MQTT 5.0 section 4.6 (Message Ordering) requires that QoS 1 and QoS 2 application messages be delivered to a client in the order they were sent for a given Topic Filter.

HiveMQtt preserves that guarantee at the OnMessageReceived event boundary for QoS 1 and QoS 2 messages.

What is guaranteed

For QoS 1 and QoS 2 publishes:

  • Handlers are started in FIFO order on a single per-client dispatch queue.
  • Within one message, global OnMessageReceived handlers run first (in registration order), then per-subscription handlers (in subscription order, respecting OverlappingSubscriptionBehavior).
  • Handlers run on a dedicated message dispatch thread (not arbitrary thread-pool workers).

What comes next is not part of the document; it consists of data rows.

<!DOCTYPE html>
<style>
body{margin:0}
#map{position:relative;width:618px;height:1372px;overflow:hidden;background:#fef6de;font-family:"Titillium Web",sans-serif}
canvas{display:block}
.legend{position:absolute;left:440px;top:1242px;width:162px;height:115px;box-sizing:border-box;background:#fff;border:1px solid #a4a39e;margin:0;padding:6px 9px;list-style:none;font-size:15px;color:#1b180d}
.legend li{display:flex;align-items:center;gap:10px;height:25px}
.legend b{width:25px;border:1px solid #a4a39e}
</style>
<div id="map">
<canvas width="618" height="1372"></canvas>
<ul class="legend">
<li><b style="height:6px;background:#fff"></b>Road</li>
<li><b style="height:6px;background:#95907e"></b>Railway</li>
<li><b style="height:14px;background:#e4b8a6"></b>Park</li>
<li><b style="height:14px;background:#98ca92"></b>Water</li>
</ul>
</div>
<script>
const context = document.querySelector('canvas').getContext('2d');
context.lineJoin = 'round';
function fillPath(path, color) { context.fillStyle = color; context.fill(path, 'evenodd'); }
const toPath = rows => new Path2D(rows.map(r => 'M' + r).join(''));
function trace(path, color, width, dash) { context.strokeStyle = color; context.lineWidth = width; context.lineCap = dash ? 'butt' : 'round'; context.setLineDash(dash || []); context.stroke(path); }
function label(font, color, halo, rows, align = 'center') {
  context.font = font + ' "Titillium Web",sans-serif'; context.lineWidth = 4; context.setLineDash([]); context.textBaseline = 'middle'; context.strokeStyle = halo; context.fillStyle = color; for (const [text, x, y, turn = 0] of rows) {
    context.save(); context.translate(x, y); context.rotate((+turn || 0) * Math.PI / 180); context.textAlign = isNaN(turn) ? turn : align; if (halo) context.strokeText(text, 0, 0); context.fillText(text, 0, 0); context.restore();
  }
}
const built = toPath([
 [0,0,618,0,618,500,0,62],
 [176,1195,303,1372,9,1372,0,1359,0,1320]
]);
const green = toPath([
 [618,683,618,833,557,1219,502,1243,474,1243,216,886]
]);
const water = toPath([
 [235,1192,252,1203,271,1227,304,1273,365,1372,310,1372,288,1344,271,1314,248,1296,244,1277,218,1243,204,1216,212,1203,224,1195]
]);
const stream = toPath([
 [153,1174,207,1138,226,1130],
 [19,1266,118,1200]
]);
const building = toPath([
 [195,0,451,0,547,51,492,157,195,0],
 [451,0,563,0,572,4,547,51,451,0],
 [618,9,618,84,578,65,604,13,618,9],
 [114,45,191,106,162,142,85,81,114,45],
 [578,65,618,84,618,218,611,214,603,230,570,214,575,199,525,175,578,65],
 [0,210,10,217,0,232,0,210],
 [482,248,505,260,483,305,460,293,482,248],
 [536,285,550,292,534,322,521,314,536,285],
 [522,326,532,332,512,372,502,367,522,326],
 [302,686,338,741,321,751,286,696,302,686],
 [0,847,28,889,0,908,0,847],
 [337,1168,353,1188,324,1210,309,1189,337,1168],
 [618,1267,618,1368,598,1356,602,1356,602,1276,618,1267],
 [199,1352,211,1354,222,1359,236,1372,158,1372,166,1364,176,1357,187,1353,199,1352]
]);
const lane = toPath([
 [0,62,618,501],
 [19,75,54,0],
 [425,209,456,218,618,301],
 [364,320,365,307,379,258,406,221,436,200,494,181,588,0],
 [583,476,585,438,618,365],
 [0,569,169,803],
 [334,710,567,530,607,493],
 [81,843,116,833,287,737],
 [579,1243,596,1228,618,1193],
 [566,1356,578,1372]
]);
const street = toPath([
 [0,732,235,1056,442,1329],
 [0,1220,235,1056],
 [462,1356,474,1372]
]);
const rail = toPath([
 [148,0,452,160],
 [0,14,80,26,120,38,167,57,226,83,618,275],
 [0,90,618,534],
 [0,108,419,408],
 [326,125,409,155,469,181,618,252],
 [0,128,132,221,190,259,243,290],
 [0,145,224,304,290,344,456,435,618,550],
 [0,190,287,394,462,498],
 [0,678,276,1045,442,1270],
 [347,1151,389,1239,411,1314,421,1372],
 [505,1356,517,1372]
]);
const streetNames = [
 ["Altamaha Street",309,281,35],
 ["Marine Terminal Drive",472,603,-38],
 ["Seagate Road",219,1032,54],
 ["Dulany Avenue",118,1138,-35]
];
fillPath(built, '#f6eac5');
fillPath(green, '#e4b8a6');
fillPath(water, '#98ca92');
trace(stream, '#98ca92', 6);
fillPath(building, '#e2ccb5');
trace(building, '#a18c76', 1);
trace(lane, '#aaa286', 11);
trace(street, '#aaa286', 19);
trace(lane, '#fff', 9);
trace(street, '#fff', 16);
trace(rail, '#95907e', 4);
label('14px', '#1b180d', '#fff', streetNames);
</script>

The guarantee is invocation (start) order, not completion order.

Async handlers

OnMessageReceived uses the standard .NET EventHandler<T> signature, which returns void. If you register an async lambda, it becomes async void:

client.OnMessageReceived += async (sender, args) =>
{
await SaveToDatabaseAsync(args); // ordering does NOT extend past the first await
};

Only synchronous work before the first await and handler start order are ordered. Work that continues after await may overlap with later messages.

Recommendation: keep handlers thin and synchronous — parse the payload, enqueue to your own worker/channel, and return. Perform I/O and heavy logic on application-owned consumers.

QoS 0

QoS 0 has no ordering requirement in the MQTT specification. HiveMQtt may invoke QoS 0 OnMessageReceived handlers concurrently via the thread pool.

Disconnect behavior

When the client disconnects, the library quiesces the dispatch queue (similar to Eclipse Paho):

  • The in-flight handler (if any) is allowed to finish.
  • Pending handlers that have not started are dropped.
  • New messages are not dispatched after quiesce begins.

After a successful reconnect, dispatch resumes for new messages.

Manual acknowledgement

If you use manual ack, unacknowledged messages consume Receive Maximum slots until you call AckAsync. Ordered dispatch with slow handlers can cause the broker to stop sending new messages sooner — that is expected back-pressure. See the manual ack guide for details.